彼らはもちろんこの戦争の背景に宗教問題、民族問題があることを知っている。しかし、だからといってなぜ戦争をしなければならないのか。そのことについては、おそらく何も知らない。
だから、今まで生活していた街を離れることができない。そこで生活していたいと思いつづける。
彼らが知っていることは、ある通りは敵に支配されていること、ある通りはいつ銃撃されるかわからないということ。そして、危険なときは地下に隠れなければならないということ。危ない通りを通る時は身をかがめ、走らなければならないということ。
また、銃で撃たれれば、兵士であろうとなかろうと死ぬということ。
そして、決定的に知らないことが一つある。憎むこと、戦うこと。ただ逃げるだけなのである。襲って来る「敵」と戦い、「敵」を倒すことを知らず、ただ逃げることだけを知っている。
これはかなり理不尽な状況である。しかし、そうした理不尽さが日常というものだと思う。
彼らは、助け合うことを知っている。何の得にもならないが、ただ助け合うことを知っている。
小さないざこざがあるかもしれないが、(たとえば、二人の少年が二段ベッドの上と下とどちらに寝るかといったいざこざ)、そうしたことを大きな争い(戦争)にせずに、ちいさないざこざのまま、解消する工夫を知っている。
つまり、愛することを知っている。
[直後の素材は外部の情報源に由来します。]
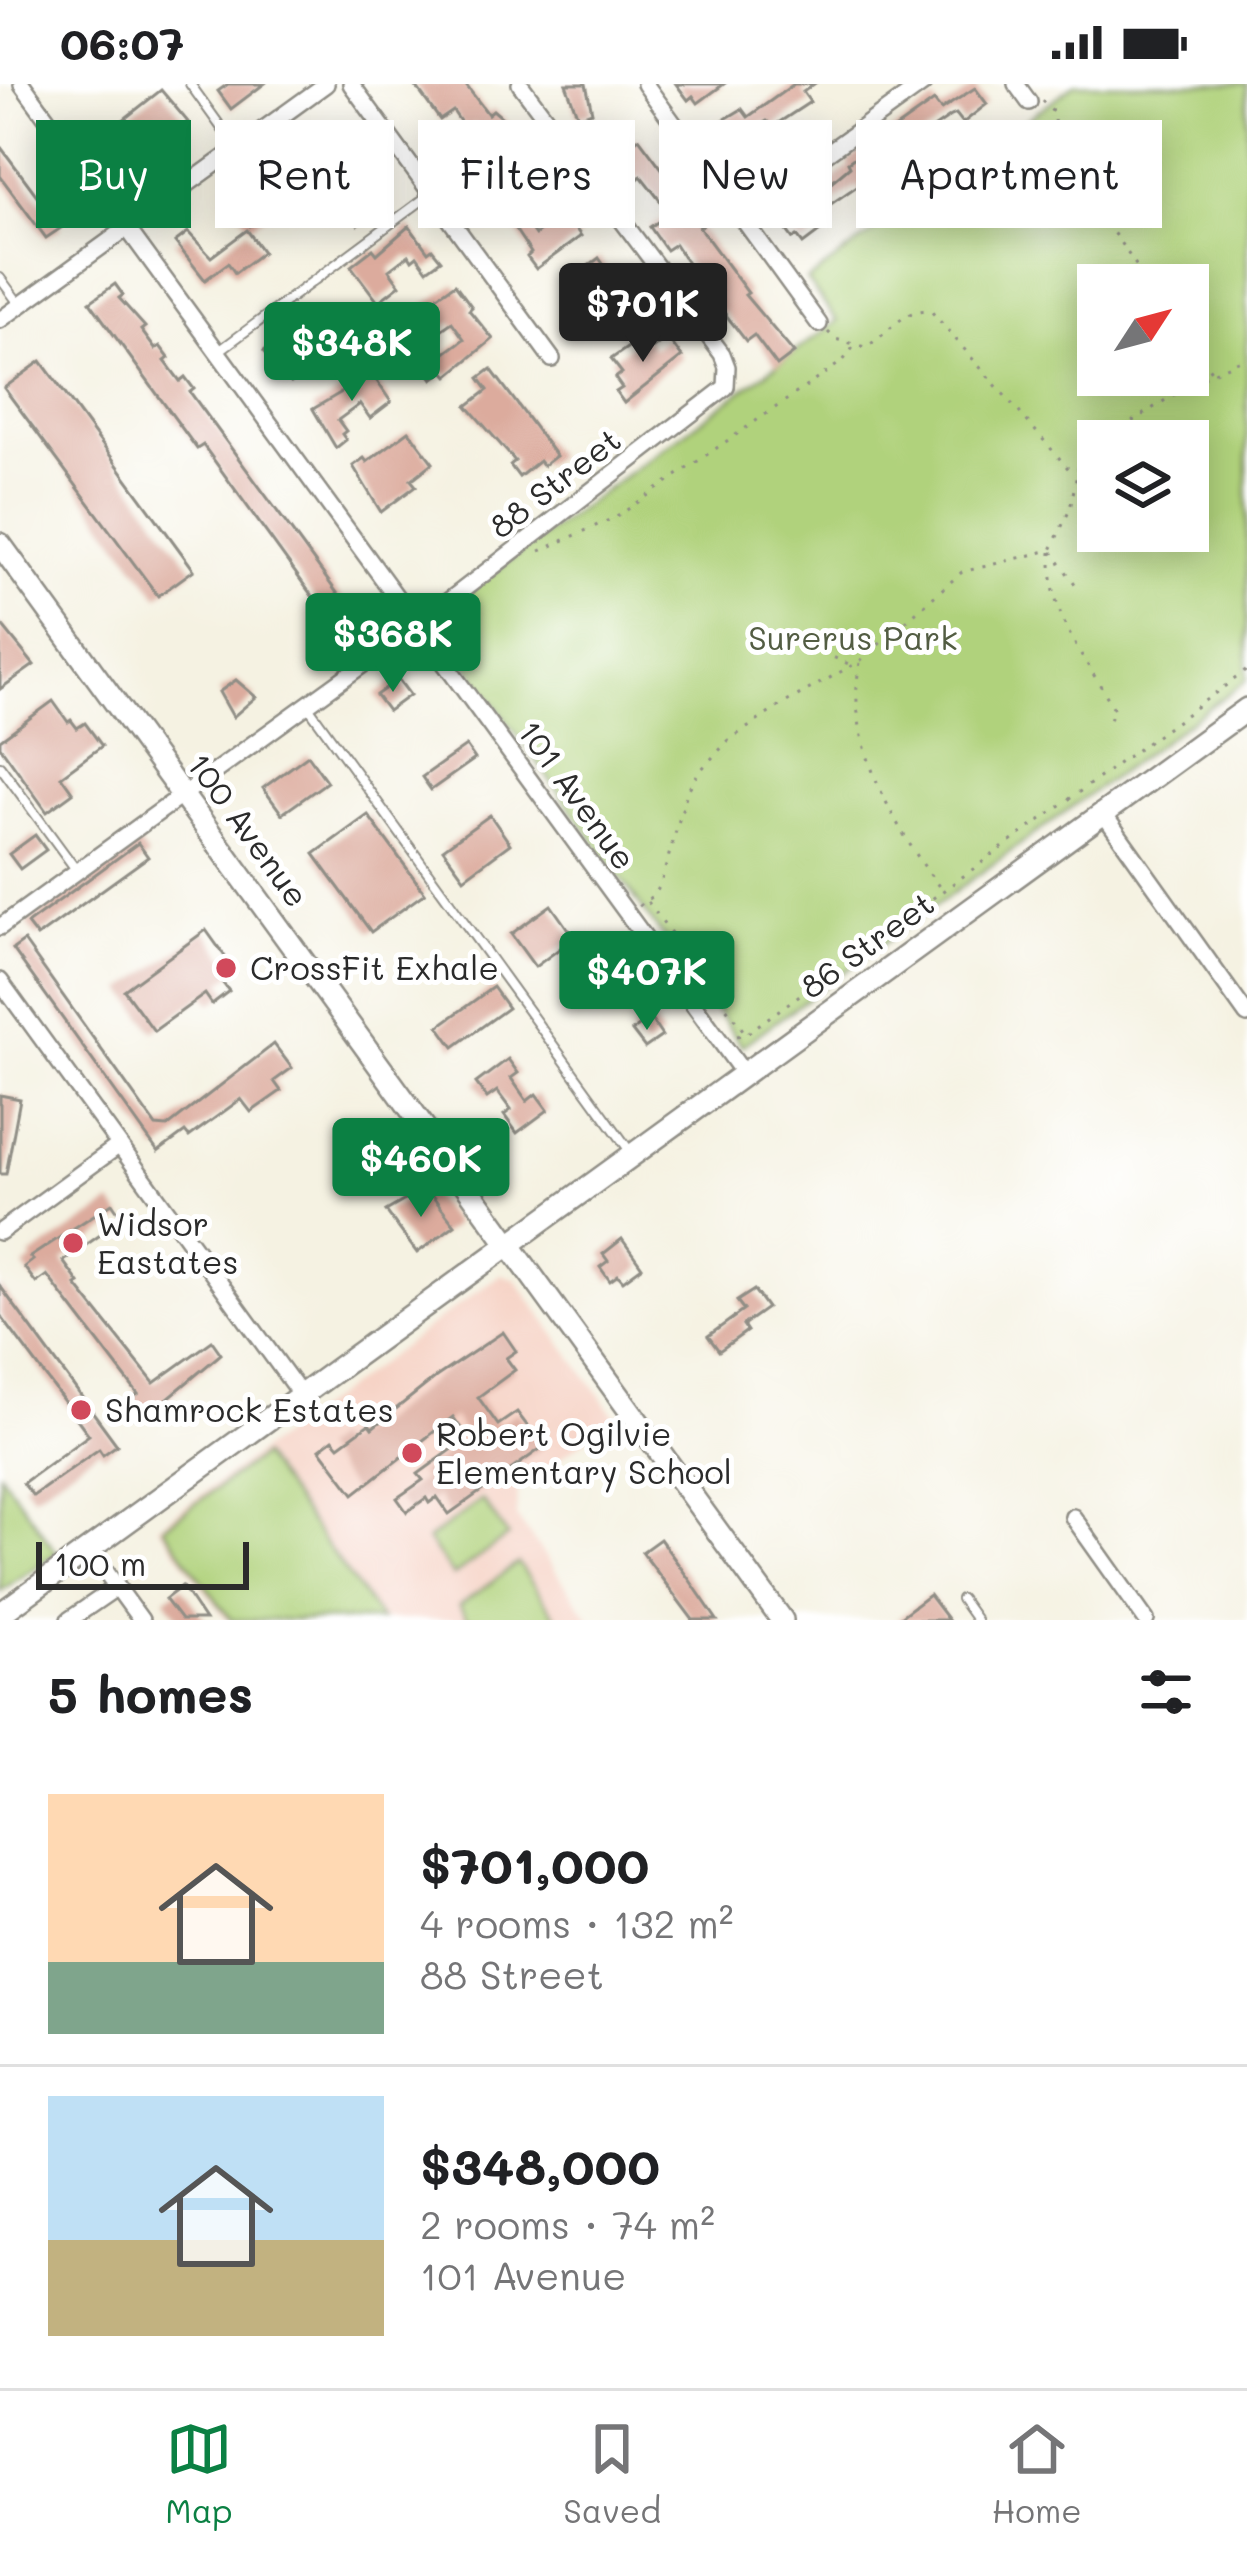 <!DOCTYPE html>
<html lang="en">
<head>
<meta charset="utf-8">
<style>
  body { margin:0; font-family:Mali,sans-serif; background:#f6f6f6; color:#202124; height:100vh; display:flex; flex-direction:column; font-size:45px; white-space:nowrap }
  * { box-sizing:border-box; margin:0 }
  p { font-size:39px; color:#757577 }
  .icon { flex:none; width:66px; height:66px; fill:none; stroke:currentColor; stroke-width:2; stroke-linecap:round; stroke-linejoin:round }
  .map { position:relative; height:1536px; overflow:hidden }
  .drawer { display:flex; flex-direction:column; background:#fff; flex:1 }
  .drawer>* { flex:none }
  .hud { position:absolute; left:36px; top:36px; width:1176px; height:108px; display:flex; gap:24px }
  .needle { width:78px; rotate:54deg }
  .buttons { position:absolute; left:1077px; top:180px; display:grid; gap:24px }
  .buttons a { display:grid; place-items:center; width:132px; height:132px; border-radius:0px; background:#fff; box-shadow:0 6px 30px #0003; font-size:60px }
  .scale { position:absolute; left:36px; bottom:30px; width:213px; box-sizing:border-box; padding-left:12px; border:6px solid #2b2b2b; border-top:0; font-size:33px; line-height:42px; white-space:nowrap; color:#2b2b2b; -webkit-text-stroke:9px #fff; paint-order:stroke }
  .price { position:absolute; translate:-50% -102px; padding:0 27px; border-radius:12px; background:#0b8043; color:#fff; font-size:39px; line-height:78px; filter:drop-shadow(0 3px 6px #0008) }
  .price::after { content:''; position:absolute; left:50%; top:72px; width:36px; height:27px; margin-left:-18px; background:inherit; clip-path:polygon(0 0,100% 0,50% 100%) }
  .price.selected { background:#222; color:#fff }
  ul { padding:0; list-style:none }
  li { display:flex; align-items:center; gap:36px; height:300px; padding:0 48px }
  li+li { border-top:3px solid #e0e0e0 }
  li span { display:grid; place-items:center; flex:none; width:336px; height:240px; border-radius:0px; color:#555 }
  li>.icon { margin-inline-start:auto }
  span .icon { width:144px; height:144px; fill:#fffc; stroke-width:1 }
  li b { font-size:51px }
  h2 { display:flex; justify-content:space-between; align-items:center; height:144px; padding:0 48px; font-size:51px }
  .chip { padding:0 42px; border-radius:0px; background:#fff; box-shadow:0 6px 30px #0003; font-size:42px; line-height:108px }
  .chip.selected { background:#0b8043; color:#fff }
  .status { display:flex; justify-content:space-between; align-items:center; height:84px; padding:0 60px; background:#fff; direction:ltr }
  .status svg { height:33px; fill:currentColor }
  .menu { display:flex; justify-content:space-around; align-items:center; height:168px; border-top:3px solid #e0e0e0; background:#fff; font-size:33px; color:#757577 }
  .menu a { display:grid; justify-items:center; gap:6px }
  .menu .selected { color:#0b8043 }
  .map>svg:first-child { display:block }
</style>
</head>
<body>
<div class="status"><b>06:07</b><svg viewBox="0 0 49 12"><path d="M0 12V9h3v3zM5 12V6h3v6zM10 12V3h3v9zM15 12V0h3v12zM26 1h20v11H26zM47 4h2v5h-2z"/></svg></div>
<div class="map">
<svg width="1247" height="1536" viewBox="0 0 1247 1536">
  <rect width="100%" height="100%" fill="#fff"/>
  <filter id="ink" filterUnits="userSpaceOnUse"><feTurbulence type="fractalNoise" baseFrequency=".00833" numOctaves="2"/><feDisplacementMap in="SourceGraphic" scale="24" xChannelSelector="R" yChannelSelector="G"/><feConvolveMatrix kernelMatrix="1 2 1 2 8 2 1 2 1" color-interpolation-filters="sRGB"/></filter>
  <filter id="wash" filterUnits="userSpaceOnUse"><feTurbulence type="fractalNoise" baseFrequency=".004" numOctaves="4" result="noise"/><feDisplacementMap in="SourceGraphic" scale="48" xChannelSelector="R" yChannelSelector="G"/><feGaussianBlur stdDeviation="2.7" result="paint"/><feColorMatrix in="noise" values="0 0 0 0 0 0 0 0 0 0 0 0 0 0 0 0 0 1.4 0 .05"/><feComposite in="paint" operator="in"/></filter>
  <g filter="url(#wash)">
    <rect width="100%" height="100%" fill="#f5f2e2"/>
    <path fill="#f6d2c4" d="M 501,1190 L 516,1196 L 616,1333 L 518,1405 L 516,1432 L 591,1536 L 227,1536 L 158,1442 Z"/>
    <g fill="#b0d27b" stroke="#6e7e53" stroke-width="3" fill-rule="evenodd">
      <path d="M 1075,0 L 1247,0 L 1247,596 L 742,962 L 432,533 L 837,237 L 807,197 ZM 1098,201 L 1188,201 L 1188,291 L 1098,291 ZM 1098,357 L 1188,357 L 1188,447 L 1098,447 Z"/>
      <path d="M 261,1372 L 381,1536 L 231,1536 L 163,1443 Z"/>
      <path d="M 0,1389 L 57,1469 L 0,1507 Z"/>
      <path d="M 482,1416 L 508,1452 L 453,1492 L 427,1456 Z"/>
      <path d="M 518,1479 L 558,1536 L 468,1536 L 459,1522 Z"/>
    </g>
    <g id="blocks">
      <g fill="#dcab9d">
        <path d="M 228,0 L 264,0 L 231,25 L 218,7 Z"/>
        <path d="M 414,0 L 465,0 L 488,30 L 493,26 L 513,43 L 490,60 L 474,40 L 466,46 L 453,27 L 440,36 Z"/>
        <path d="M 566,0 L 586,0 L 592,28 L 578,33 Z"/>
        <path d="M 676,0 L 724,0 L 698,19 L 693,12 L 688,16 Z"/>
        <path d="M 794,0 L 814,0 L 803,8 L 810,18 L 772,43 L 767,37 L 741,53 L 744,63 L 737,68 L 732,60 L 724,66 L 714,53 L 723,48 L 717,40 L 742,25 L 748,33 Z"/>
        <path d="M 975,4 L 987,20 L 963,39 L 956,30 L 951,32 L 901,66 L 916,86 L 870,121 L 857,102 L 828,122 L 818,109 L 850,82 L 848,78 L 934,17 L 941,26 Z"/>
        <path d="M 161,6 L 188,38 L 172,50 L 178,59 L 134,88 L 104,51 Z"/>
        <path d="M 616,36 L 635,57 L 639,54 L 678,106 L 662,119 L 641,92 L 637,96 L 613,63 L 602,71 L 590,55 Z"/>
        <path d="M 331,42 L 382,115 L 376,120 L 380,125 L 358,141 L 317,86 L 264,126 L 267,130 L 250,142 L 231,116 L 245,110 L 278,81 L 282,87 L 302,72 L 295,62 L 321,43 L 324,47 Z"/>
        <path d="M 0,62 L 61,144 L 46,154 L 0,92 Z"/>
        <path d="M 487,71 L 501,90 L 517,78 L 534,101 L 511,118 L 535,151 L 554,137 L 530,105 L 541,97 L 581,152 L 536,185 L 527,173 L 531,169 L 509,136 L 477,93 L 471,97 L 464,87 Z"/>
        <path d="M 691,125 L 702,142 L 699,143 L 748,209 L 745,211 L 794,269 L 777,282 L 754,251 L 746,257 L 723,227 L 720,229 L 675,160 L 666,166 L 650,143 L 673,128 L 677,134 Z"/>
        <path d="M 815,125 L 827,142 L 803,160 L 797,152 L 793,155 L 785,144 Z"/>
        <path d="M 409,142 L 428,168 L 432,165 L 441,176 L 427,186 L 417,172 L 412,176 L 409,171 L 389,186 L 400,201 L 378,218 L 351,182 L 373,165 L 377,170 Z"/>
        <path d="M 247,146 L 263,168 L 235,189 L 228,179 L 205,196 L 175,158 L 188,148 L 211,173 Z"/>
        <path d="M 599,174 L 608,187 L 614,183 L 631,207 L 621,215 L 617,209 L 592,227 L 579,209 L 574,213 L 564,200 Z"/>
        <path d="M 115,200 L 123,211 L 119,214 L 145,243 L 141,246 L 155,265 L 160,262 L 169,274 L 165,277 L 180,297 L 185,293 L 194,305 L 190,308 L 359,539 L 341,552 L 203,361 L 197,365 L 90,218 Z"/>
        <path d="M 455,200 L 472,223 L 469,226 L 493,255 L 448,292 L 444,287 L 433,295 L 425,284 L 464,255 L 452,238 L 434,251 L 416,227 Z"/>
        <path d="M 322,229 L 350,259 L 339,267 L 335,261 L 331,264 L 322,253 L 301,270 L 311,283 L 291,299 L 264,267 L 288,249 L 290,253 Z"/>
        <path d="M 644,252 L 653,264 L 667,253 L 682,273 L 624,319 L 616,308 L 622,304 L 615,294 L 622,289 L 611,275 Z"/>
        <path d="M 41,277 L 194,486 L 158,512 L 4,304 Z"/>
        <path d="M 368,284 L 391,318 L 370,334 L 360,320 L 338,336 L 346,347 L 342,350 L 346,356 L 336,364 L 313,325 L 347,305 L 345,301 Z"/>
        <path d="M 491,285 L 556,372 L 543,382 L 539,377 L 519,393 L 510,381 L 515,377 L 467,322 L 488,306 L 479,294 Z"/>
        <path d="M 409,347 L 433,379 L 411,396 L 416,402 L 381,428 L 353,382 L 364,374 L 367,378 Z"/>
        <path d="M 0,539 L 34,581 L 0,605 Z"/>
        <path d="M 398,595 L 410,611 L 388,627 L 376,611 Z"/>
        <path d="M 236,596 L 256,613 L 233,633 L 219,608 Z"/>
        <path d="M 53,617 L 68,638 L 71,636 L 77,644 L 85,639 L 102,662 L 61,692 L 73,709 L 47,728 L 0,662 L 0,656 Z"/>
        <path d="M 466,662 L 475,675 L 431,706 L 422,693 Z"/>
        <path d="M 308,671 L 327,698 L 282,730 L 263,704 Z"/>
        <path d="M 368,731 L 425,809 L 371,848 L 314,770 Z"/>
        <path d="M 490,731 L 510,760 L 464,794 L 443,765 Z"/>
        <path d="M 35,751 L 46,766 L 20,785 L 9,770 Z"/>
        <path d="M 138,759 L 148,773 L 37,853 L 27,840 Z"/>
        <path d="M 551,821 L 574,854 L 535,883 L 511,850 Z"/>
        <path d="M 206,846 L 236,888 L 222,898 L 229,907 L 212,920 L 205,910 L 154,947 L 124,906 Z"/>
        <path d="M 591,856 L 611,882 L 616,878 L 632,900 L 614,913 L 580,864 Z"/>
        <path d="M 24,857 L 156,1042 L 167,1043 L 274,960 L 292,984 L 274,997 L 281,1007 L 251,1028 L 241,1015 L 189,1053 L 185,1048 L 158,1068 L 13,865 Z"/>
        <path d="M 493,903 L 508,924 L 454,963 L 439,942 Z"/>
        <path d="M 650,934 L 662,952 L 645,964 L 632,947 Z"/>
        <path d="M 508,975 L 518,989 L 511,994 L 527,1017 L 536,1010 L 548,1026 L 517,1049 L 504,1031 L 511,1026 L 497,1007 L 487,1014 L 476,999 Z"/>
        <path d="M 0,1011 L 20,1015 L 6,1090 L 0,1090 Z"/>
        <path d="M 426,1104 L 455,1141 L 417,1169 L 386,1127 Z"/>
        <path d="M 112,1119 L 123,1135 L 63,1177 L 79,1199 L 76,1201 L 154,1299 L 212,1257 L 221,1270 L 167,1315 L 134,1334 L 124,1320 L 138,1310 L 47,1191 L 36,1199 L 24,1183 L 33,1176 L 30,1173 Z"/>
        <path d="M 622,1155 L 642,1183 L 623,1197 L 618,1191 L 610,1197 L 600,1183 L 608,1177 L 603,1170 Z"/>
        <path d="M 0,1202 L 117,1361 L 103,1371 L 99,1365 L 33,1412 L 23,1399 L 89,1351 L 0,1231 Z"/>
        <path d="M 754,1206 L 767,1224 L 743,1241 L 747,1247 L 719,1267 L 708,1252 L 744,1226 L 737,1217 Z"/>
        <path d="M 503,1248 L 516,1267 L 506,1274 L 515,1286 L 478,1313 L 498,1341 L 517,1328 L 543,1363 L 449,1430 L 437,1413 L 429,1419 L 426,1414 L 407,1428 L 397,1414 L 423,1396 L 418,1390 L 468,1354 L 453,1333 L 354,1410 L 320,1365 L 333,1355 L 339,1362 L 369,1340 L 372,1344 L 436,1293 Z"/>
        <path d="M 660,1455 L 689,1495 L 717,1536 L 693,1536 L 642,1468 Z"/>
        <path d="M 182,1502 L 205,1536 L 181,1536 L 165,1515 Z"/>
        <path d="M 929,1511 L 948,1536 L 896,1536 Z"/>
      </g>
    </g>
  </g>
  <g filter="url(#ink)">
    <use href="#blocks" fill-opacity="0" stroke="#908e86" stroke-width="3"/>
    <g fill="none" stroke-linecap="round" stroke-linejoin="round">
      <g stroke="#908e86" stroke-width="12">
        <g id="lane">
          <path d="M 190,0 L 236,64"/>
          <path d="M 0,194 L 20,221"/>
          <path d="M 219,267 L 429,111"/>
          <path d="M 307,621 L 632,1070"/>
          <path d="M 0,682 L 77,787"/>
          <path d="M 961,1515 L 976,1536"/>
        </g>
      </g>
      <g stroke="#908e86" stroke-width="20">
        <g id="street">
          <path d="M 22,0 L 745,991"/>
          <path d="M 351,0 L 552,275"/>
          <path d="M 645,0 L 819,240"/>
          <path d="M 1016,0 L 1029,18"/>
          <path d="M 742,130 L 923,0"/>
          <path d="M 0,236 L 326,0"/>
          <path d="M 1103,729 L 1247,931"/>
          <path d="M 0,843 L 416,542 L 726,303 L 727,283 L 722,270 L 520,0"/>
          <path d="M 0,897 L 301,1311"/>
          <path d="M 0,1148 L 118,1062"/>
          <path d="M 1073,1433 L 1146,1536"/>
          <path d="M 90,1466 L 141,1536"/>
          <path d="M 69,1536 L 117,1503"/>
        </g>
      </g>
      <g stroke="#908e86" stroke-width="26">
        <g id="secondary">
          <path d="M 0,460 L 782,1536"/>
          <path d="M 0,1530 L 1247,625"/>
        </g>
      </g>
      <g stroke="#908e86" stroke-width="3" stroke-dasharray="3 9" stroke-linecap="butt">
        <path d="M 1042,17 L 1054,29 L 1055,66 L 1150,201"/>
        <path d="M 828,248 L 835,255 L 865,263 C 888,252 904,222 931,227 L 1074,391"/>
        <path d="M 1188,254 L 1212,288"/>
        <path d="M 1102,357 L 1195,297 L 1247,273"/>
        <path d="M 540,467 L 618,432 L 843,277 L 855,261"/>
        <path d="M 1051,468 C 1049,537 1083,568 1114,625 L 1108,642"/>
        <path d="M 1052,468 L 1078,504"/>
        <path d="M 823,569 L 851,581"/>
        <path d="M 860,579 C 843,654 896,747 941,805"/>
        <path d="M 648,818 L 746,950"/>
        <path d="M 639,822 L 656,809 L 661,799 L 687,708 L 698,689 L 729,656 L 783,620 L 860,577 L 962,488 L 1051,466 L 1070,425 L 1079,380 L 1098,360"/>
        <path d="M 737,952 L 746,950 L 1247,586"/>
      </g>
      <use href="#lane" stroke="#fff" stroke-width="8"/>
      <use href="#street" stroke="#fff" stroke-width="15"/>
      <use href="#secondary" stroke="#fff" stroke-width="21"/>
    </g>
  </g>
  <g fill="#d1495b" stroke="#fff" stroke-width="4.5">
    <circle cx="226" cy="884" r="12"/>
    <circle cx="73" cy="1159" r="12"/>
    <circle cx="81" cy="1326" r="12"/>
    <circle cx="412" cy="1369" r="12"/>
  </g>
  <g text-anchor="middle" stroke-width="10" stroke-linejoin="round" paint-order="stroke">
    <g font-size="33" fill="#2b2b2b" stroke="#fff">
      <text transform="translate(555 399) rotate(-38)" y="12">88 Street</text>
      <text transform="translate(577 711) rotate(54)" y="12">101 Avenue</text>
      <text transform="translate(248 746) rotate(54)" y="12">100 Avenue</text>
      <text transform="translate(867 861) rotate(-36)" y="12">86 Street</text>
    </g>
    <g font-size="33" fill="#535d43" stroke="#fff">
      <text x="853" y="566">Surerus Park</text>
    </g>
    <g font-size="33" fill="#2b2b2b" stroke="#fff" text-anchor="start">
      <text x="250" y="896">CrossFit Exhale</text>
      <text x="97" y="1152">Widsor<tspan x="97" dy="38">Eastates</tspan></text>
      <text x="105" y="1338">Shamrock Estates</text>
      <text x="436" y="1362">Robert Ogilvie<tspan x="436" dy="38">Elementary School</tspan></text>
    </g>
  </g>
</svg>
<div class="buttons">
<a><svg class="needle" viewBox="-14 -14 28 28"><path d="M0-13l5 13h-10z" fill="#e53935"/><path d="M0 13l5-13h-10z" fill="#757577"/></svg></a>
<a><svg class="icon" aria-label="layers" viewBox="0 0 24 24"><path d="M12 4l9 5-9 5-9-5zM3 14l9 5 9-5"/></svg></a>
</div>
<div class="scale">100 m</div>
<b class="price selected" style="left:643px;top:281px">$701K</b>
<b class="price" style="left:352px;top:320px">$348K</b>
<b class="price" style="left:393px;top:611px">$368K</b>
<b class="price" style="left:647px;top:949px">$407K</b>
<b class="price" style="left:421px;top:1136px">$460K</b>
<div class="hud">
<a class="chip selected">Buy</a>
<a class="chip">Rent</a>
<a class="chip">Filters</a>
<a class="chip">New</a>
<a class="chip">Apartment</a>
</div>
</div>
<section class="drawer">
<h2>5 homes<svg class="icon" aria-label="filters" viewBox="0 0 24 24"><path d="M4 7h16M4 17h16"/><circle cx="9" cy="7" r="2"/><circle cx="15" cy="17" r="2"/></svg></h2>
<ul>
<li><span style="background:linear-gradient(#ffd9b3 70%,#7fa58c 0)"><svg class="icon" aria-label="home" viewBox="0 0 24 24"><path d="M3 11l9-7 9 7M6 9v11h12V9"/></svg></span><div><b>$701,000</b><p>4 rooms · 132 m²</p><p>88 Street</p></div></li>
<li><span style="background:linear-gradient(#bfe0f5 60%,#c2b280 0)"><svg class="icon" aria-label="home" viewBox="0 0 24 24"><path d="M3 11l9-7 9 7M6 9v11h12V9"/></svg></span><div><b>$348,000</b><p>2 rooms · 74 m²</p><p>101 Avenue</p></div></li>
</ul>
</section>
<nav class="menu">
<a class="selected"><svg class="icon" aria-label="map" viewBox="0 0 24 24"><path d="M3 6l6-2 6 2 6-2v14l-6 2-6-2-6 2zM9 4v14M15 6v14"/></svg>Map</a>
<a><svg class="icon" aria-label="saved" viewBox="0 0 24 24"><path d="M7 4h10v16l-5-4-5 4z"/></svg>Saved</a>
<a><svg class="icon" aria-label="home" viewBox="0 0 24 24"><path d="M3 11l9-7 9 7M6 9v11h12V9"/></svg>Home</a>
</nav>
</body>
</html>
生活を、日常を、食べて、飲んで、遊んで、眠る喜びを知っている。
そうした日常がていねいに描かれれば描かれるほど、戦争がわからなくなる。
今、ここにこうして、つましいけれど、生きていることを実感できる生活がある--それを犠牲にして、戦争しなければならないのはなぜだろうか。
*
だれもわからないのかもしれない。
「戦争」という状況が起きてしまったから、「戦争」するしかないのかもしれない。
*
何もわからない。
わからないが、ことばを重ねていくしかない。
「人間はことばで考える」と言ったのは誰であったか思い出すことができないが、ことばにしなければならない。
見たことを、ことばにして、語らなければならない。
解くことのできない重い宿題が残されたままの状態がつづく。